Set down the lines below exactly as they stand, please. Go from the first through the one containing "Quick job: Give".

*** PROVIDED MATERIAL Section Begins ***

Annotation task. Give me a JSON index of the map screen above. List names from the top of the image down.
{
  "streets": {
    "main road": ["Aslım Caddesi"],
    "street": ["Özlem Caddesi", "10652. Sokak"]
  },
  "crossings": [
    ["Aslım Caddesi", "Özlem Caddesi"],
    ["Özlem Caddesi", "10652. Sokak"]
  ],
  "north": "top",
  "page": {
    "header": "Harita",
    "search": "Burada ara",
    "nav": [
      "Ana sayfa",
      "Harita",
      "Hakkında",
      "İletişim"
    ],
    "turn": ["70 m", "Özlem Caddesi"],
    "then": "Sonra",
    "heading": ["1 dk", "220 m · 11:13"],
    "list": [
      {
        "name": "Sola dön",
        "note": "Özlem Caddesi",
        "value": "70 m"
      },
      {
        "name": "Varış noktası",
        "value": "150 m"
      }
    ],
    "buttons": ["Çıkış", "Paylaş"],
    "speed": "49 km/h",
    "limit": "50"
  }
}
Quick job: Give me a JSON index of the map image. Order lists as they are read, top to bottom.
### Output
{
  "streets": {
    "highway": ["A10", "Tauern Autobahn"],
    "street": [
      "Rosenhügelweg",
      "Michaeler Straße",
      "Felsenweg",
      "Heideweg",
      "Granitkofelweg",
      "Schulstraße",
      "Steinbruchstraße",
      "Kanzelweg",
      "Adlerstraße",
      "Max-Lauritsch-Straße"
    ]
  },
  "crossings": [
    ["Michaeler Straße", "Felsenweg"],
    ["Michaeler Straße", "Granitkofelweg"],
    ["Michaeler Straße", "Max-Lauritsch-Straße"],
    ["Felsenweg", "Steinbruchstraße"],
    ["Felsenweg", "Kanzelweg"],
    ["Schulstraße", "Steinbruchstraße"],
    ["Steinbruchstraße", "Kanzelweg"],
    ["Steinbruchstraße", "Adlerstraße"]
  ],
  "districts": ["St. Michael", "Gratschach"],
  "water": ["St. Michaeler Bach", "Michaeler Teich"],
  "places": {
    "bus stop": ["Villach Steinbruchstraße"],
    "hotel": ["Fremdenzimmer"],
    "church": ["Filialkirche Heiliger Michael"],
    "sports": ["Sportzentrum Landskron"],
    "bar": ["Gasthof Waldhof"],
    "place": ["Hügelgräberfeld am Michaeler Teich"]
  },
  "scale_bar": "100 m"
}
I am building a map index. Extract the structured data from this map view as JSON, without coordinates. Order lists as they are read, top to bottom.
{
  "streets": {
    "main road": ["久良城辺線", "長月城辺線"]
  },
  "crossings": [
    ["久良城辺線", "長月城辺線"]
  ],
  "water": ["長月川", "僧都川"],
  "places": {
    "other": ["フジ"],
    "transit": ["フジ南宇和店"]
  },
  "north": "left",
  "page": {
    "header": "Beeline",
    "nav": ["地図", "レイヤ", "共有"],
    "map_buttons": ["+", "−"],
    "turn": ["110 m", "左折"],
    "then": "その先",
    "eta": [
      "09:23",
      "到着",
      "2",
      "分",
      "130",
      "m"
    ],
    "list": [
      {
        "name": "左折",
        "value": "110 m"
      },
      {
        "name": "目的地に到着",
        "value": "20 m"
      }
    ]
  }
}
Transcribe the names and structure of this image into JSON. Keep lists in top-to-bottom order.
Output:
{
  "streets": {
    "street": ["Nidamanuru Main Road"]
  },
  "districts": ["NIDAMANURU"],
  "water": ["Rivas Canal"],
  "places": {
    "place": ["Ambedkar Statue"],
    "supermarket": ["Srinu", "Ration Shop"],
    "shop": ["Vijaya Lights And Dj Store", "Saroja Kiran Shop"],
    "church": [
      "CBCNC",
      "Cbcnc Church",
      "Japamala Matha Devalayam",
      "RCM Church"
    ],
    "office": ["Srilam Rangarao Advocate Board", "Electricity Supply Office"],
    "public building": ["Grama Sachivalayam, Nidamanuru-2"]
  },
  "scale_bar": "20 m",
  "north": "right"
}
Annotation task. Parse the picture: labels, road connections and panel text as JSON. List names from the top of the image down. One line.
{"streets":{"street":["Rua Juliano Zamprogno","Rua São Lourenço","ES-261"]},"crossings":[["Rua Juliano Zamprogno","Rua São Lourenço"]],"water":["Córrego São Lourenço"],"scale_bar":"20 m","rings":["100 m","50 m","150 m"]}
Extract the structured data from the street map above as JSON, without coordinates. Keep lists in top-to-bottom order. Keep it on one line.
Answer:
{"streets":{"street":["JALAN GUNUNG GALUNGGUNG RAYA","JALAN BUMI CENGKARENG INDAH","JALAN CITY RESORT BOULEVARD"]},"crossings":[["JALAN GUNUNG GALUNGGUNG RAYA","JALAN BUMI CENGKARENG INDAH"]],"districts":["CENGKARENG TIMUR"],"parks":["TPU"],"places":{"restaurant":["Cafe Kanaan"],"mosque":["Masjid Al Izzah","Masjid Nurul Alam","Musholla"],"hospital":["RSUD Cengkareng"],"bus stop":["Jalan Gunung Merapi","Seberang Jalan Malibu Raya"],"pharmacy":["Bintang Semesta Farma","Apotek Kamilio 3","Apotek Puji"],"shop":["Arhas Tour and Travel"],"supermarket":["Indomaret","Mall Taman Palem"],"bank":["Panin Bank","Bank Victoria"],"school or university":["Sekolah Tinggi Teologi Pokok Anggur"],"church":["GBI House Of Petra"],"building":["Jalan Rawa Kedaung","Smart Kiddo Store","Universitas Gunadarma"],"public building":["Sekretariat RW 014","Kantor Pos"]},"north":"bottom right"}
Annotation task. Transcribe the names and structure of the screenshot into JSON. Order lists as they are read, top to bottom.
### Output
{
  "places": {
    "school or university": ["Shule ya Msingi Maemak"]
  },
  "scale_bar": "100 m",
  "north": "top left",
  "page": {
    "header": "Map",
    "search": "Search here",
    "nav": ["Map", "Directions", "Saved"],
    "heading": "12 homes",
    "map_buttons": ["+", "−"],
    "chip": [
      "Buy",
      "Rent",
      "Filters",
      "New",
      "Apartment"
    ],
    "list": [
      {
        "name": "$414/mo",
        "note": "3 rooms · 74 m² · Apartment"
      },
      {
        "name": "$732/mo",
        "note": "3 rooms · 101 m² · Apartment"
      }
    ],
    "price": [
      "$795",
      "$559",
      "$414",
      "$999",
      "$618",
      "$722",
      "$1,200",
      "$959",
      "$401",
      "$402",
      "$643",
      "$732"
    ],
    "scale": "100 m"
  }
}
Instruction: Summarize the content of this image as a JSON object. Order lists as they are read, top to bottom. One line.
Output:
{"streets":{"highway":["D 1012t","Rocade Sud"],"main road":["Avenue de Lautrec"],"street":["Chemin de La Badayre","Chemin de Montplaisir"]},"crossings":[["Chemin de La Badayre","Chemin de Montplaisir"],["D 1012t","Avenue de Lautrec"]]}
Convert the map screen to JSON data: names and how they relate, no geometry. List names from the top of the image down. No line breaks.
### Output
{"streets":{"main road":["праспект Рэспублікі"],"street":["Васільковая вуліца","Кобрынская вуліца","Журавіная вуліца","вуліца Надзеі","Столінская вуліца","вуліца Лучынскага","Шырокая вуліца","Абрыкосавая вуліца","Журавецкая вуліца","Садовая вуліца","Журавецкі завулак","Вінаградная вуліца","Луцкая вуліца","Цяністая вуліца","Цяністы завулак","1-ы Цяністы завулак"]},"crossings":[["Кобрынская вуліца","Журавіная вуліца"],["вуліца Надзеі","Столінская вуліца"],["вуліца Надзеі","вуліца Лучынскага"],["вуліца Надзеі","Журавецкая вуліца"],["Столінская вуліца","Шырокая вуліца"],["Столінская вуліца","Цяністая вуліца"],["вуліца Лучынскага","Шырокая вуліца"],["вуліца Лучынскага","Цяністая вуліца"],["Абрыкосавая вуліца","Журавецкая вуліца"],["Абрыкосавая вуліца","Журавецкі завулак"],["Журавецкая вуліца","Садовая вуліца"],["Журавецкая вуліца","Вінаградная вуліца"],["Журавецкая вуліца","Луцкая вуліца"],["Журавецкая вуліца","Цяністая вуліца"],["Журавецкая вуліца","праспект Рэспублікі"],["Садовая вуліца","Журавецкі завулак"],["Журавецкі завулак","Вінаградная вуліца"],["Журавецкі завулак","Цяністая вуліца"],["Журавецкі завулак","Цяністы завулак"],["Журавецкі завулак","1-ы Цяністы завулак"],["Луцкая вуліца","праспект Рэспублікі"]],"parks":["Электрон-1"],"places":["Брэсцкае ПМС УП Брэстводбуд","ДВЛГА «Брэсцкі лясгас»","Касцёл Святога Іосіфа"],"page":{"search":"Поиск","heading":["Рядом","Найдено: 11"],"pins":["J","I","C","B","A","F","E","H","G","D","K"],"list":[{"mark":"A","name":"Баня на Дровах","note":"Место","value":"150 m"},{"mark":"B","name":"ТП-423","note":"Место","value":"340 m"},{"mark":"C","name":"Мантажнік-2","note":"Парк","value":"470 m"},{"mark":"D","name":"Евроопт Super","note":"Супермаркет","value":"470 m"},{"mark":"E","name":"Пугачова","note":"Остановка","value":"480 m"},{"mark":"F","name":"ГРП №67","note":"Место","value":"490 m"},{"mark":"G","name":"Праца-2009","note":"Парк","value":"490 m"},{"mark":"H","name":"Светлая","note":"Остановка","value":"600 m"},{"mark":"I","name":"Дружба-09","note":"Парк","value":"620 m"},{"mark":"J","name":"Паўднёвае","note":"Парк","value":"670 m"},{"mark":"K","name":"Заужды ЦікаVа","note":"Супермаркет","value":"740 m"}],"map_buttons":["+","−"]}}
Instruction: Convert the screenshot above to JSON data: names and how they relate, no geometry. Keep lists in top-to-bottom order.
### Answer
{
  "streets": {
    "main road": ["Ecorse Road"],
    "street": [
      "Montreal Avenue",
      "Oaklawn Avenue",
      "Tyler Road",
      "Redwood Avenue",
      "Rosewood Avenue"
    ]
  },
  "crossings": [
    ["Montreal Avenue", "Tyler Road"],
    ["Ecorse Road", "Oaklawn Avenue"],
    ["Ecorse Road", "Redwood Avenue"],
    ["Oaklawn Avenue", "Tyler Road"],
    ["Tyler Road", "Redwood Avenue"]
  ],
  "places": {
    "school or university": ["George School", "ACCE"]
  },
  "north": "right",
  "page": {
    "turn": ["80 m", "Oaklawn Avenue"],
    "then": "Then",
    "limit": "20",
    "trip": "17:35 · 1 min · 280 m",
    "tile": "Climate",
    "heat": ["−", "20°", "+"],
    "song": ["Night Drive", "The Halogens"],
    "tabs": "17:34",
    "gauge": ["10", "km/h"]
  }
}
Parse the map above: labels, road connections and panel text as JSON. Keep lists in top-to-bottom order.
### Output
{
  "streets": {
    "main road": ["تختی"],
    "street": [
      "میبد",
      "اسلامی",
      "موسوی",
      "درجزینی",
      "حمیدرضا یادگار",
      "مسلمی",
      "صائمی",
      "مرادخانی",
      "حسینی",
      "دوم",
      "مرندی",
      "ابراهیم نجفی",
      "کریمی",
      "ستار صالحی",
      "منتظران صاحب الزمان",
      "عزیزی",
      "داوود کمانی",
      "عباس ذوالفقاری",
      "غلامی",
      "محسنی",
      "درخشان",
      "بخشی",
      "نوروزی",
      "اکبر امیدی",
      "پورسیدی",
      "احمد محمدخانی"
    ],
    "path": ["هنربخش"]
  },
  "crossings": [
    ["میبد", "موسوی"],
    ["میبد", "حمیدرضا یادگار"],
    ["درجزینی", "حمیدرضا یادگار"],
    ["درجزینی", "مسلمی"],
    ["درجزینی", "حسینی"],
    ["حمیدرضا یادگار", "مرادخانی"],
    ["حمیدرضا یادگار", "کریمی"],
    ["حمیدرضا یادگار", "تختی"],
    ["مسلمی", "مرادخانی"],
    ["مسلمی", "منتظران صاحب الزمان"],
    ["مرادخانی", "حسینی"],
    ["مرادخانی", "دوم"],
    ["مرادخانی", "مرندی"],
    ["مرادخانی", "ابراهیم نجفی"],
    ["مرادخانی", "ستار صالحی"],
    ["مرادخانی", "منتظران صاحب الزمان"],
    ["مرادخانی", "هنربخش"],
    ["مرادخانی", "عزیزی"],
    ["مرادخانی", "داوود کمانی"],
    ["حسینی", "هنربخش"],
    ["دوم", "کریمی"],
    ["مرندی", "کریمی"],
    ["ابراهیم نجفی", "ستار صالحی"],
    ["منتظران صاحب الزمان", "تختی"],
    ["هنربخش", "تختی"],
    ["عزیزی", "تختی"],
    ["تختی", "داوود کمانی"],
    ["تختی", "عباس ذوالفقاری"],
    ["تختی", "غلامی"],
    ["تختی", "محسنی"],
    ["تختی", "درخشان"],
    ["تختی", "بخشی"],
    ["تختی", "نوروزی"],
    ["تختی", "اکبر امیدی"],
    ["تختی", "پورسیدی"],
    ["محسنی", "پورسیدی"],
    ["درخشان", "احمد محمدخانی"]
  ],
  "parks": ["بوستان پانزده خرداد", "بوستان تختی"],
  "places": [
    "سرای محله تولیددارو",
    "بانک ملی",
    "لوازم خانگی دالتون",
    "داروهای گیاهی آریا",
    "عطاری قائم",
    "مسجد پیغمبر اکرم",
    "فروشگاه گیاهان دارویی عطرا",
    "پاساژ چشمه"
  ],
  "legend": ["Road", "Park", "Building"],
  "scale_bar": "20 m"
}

*** PROVIDED MATERIAL Section Ends ***

- [ANSWER FOR THE TASK]:
Annotation task. Give me a JSON index of the map screen above. List names from the top of the image down.
{
  "streets": {
    "main road": ["Aslım Caddesi"],
    "street": ["Özlem Caddesi", "10652. Sokak"]
  },
  "crossings": [
    ["Aslım Caddesi", "Özlem Caddesi"],
    ["Özlem Caddesi", "10652. Sokak"]
  ],
  "north": "top",
  "page": {
    "header": "Harita",
    "search": "Burada ara",
    "nav": [
      "Ana sayfa",
      "Harita",
      "Hakkında",
      "İletişim"
    ],
    "turn": ["70 m", "Özlem Caddesi"],
    "then": "Sonra",
    "heading": ["1 dk", "220 m · 11:13"],
    "list": [
      {
        "name": "Sola dön",
        "note": "Özlem Caddesi",
        "value": "70 m"
      },
      {
        "name": "Varış noktası",
        "value": "150 m"
      }
    ],
    "buttons": ["Çıkış", "Paylaş"],
    "speed": "49 km/h",
    "limit": "50"
  }
}
Quick job: Give me a JSON index of the map image. Order lists as they are read, top to bottom.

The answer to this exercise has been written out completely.